◆ **Task description**
From the data, copy out every line in which the word "index" appears.

┌────────

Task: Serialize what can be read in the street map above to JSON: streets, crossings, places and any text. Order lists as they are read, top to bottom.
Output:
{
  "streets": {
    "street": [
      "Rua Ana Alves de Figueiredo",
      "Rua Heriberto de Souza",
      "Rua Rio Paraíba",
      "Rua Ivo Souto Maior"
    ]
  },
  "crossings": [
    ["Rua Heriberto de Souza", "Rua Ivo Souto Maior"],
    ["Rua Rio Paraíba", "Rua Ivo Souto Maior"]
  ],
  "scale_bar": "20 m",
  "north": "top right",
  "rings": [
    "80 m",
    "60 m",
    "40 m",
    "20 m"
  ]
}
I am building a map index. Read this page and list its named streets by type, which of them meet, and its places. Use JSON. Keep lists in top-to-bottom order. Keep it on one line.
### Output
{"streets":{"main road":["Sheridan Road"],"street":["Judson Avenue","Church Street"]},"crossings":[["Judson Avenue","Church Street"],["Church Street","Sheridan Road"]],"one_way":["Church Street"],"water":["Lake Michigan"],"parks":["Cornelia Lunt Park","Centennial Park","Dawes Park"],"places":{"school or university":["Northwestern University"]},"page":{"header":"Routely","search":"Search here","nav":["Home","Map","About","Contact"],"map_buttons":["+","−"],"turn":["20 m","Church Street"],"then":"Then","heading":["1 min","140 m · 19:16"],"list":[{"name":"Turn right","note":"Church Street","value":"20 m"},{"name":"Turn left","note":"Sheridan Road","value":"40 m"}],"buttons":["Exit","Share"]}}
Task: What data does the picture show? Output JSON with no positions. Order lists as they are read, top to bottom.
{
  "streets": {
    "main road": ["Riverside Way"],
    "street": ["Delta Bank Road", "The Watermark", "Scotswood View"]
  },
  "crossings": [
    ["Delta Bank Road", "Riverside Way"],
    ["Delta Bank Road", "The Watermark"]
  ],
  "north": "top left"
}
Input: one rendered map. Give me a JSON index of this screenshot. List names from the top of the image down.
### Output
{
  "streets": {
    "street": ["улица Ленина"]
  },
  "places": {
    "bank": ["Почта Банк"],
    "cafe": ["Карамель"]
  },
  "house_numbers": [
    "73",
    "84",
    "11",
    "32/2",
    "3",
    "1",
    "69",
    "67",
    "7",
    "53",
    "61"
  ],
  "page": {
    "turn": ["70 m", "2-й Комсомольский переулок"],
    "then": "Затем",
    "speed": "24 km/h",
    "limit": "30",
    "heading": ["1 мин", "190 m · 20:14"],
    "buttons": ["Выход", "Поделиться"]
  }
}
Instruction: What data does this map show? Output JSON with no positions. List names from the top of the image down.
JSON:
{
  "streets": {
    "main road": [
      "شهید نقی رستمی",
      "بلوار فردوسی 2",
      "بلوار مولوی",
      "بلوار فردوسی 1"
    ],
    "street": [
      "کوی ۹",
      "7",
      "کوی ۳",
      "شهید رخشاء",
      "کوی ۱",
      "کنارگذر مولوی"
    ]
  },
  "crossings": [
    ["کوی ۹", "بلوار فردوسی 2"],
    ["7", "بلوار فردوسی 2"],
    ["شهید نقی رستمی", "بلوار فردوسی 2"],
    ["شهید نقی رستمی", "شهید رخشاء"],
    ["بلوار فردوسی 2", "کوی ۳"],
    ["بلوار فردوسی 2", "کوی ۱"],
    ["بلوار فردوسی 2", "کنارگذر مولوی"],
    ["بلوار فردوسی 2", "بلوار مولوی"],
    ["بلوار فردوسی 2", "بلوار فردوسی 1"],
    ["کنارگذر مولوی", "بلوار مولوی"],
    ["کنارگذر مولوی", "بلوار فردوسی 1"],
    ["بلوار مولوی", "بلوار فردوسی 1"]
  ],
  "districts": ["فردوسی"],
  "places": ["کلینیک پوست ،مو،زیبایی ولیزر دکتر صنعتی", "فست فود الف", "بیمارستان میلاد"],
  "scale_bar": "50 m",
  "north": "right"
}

└────────

◆ **Written solution**
I am building a map index. Read this page and list its named streets by type, which of them meet, and its places. Use JSON. Keep lists in top-to-bottom order. Keep it on one line.
Input: one rendered map. Give me a JSON index of this screenshot. List names from the top of the image down.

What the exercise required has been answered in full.